Our final trained model is 72% accurate meaning it correctly classifies both purchasers and non-purchasers 72% of the time. Now the true test…how will it perform on the test set

A dramatic improvement! We went from 48% accuracy to 72% accuracy (you can see from the image that I made several submissions to the online scoring tool before reaching this level of accuracy so a lot of trial and error was involved). While I would have liked to do better, I was at least able to cross the minimal submission threshold. Yet more uplifting is the fact my model came in 19th place out of the 735 participants in the competition! Not enough to crack the top ten and give me a chance at the $20,000 prize but satisfying nevertheless.


In a real-world setting…

  • …we’d typically have a lot more knowledge about the data we were modeling prior to reaching that step. This could aid tremendously in the feature engineering/selection phase (although tree-based methods like the one we used here inherently have feature selection built into their algorithm). We’d also investigate our features through visualization which makes it much easier to determine the relationships between our features and the outcome as well as between the features themselves. Azure unfortunately does not have any built-in modules for exploring data through visualization although both the R and Python modules may allow this (I have yet to try).
  • …we’d probably weigh the value of our model based on its sensitivity (how well it predicts true positives) or specificity (how well it predicts true negatives) rather than overall accuracy. The reason for this is that sometimes the cost of incorrectly classifying a case as positive, and vice versa, will have a bigger impact on the model’s value. For instance, if you build a model that identifies potential purchasers of your product within a zip code for a direct mail campaign, you’ll be more concerned with the model’s sensitivity than its specificity — you want to maximize the number of buyers and are probably not too concerned with a few false positives (Type I Error) ending up in the distribution. Alternatively, a model used to predict the malignancy of potentially cancerous cells may want a more balanced sensitivity/specificity since a false negative (Type II Error) could lead to potentially fatal results — accuracy might be the appropriate measure.
  • …our final model would need to balance parsimony with business need. A great example of a model that failed in this regard is the Netflix Prize which in order to achieve such great results utilized an ensemble of 107 algorithms! Yet the bigger issue came with the shift in Netflix’s business model from mail delivery DVD/Blu-ray to streaming. This completely changed how people chose what to watch now that they could “sample” content before watching. A model is only as good as its reflection (and impact) on real-time business needs!

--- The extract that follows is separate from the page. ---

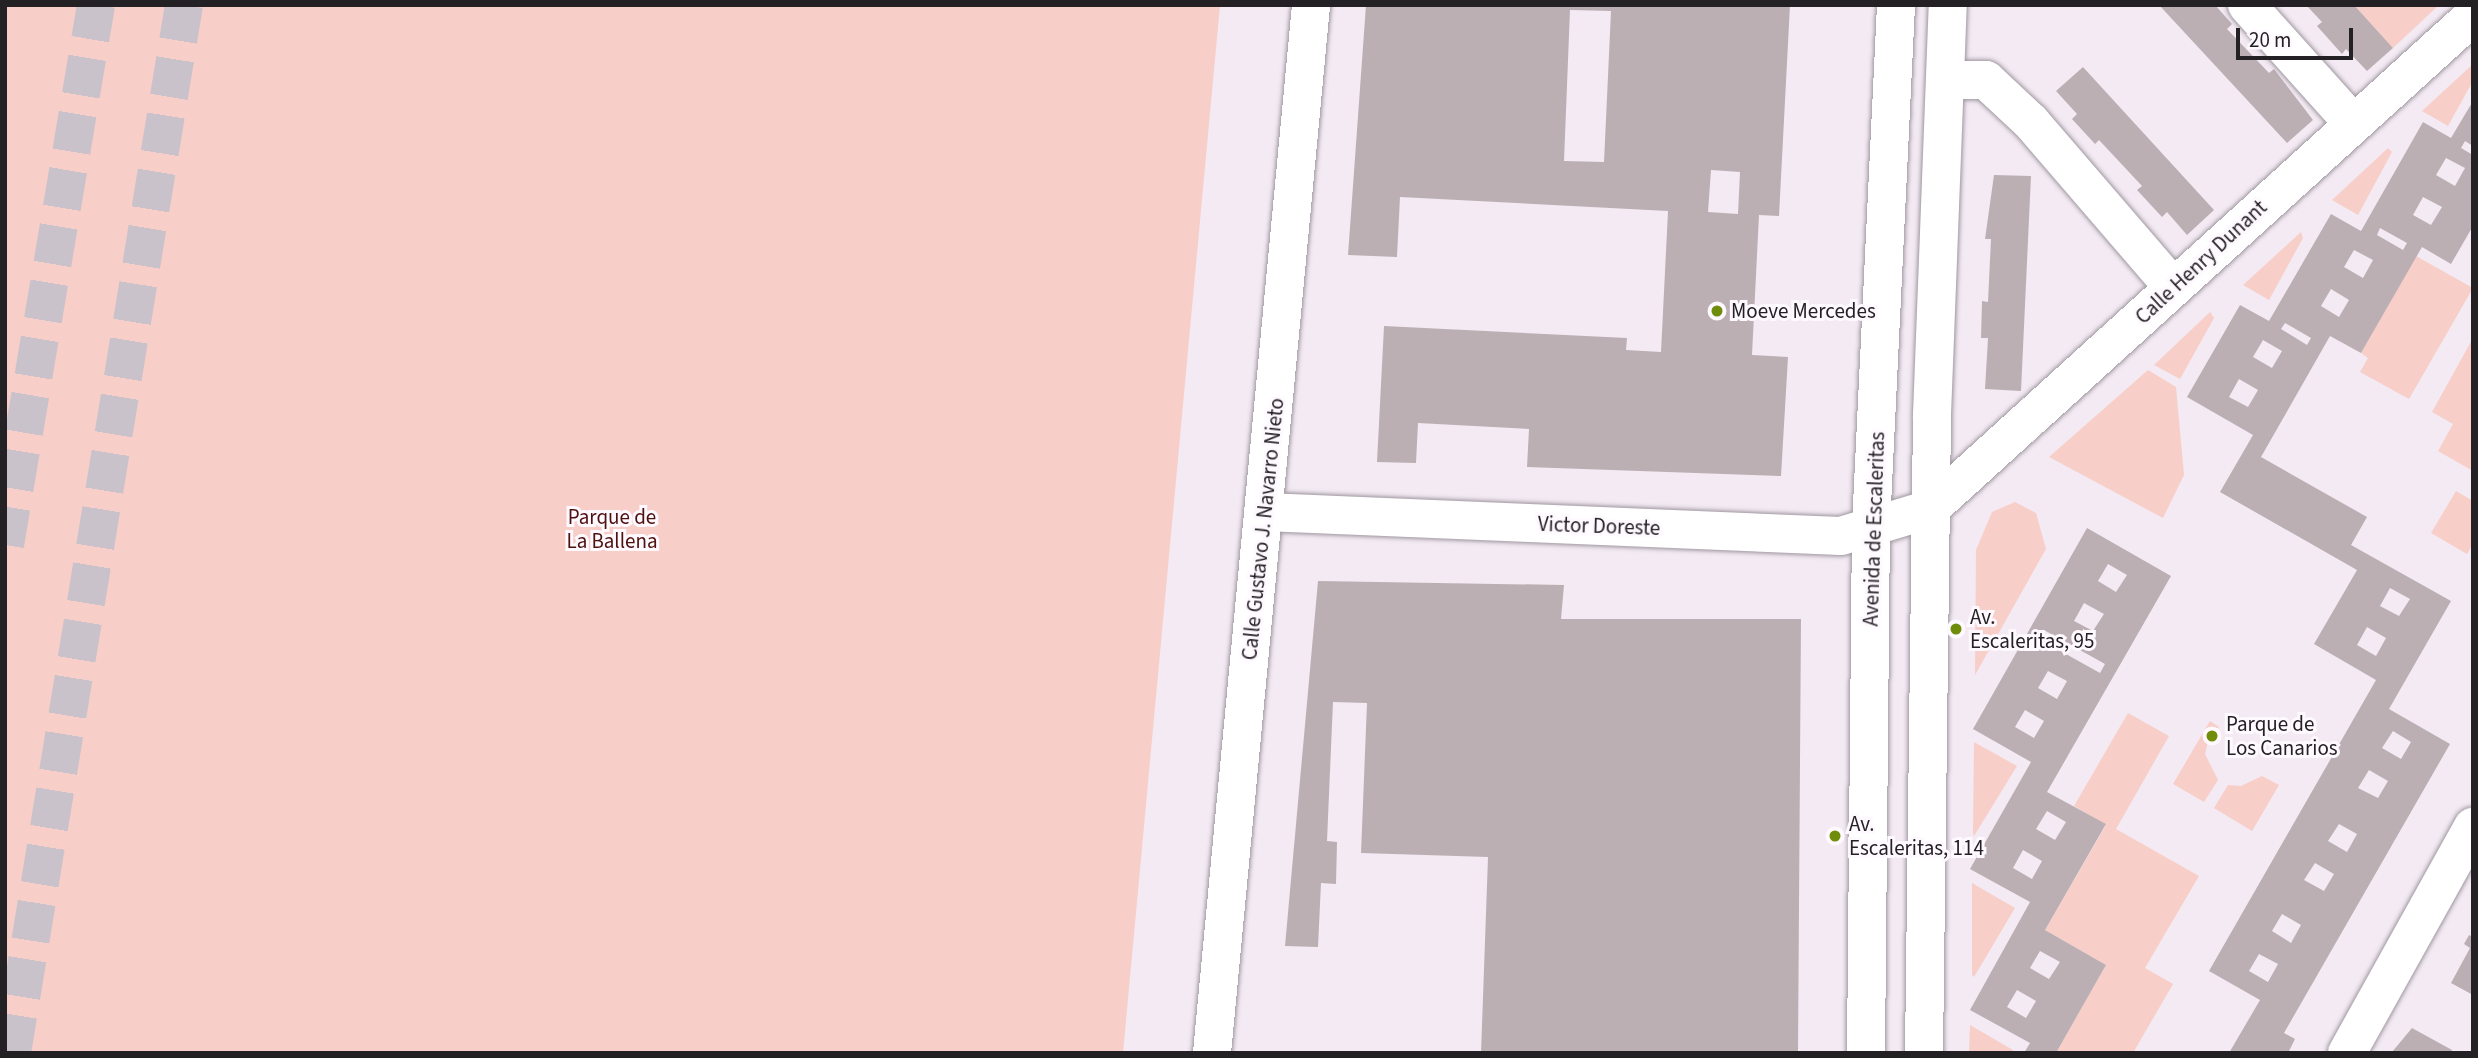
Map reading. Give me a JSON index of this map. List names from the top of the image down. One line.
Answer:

One of the oldest uses of market research is to determine who will buy a product or not. Traditionally, this type of study would involve long, tedious surveys, minimally informative focus groups, and a turnaround time of several weeks or months. If the Netflix Prize teaches us anything it’s that business does not stand still for too long anymore and today’s research insights may already be invalid before they are presented to a client. I was able to structure together this simple model by myself over the course of a one week and that’s only because I worked on it part time. Writing this post nearly took the same amount of time!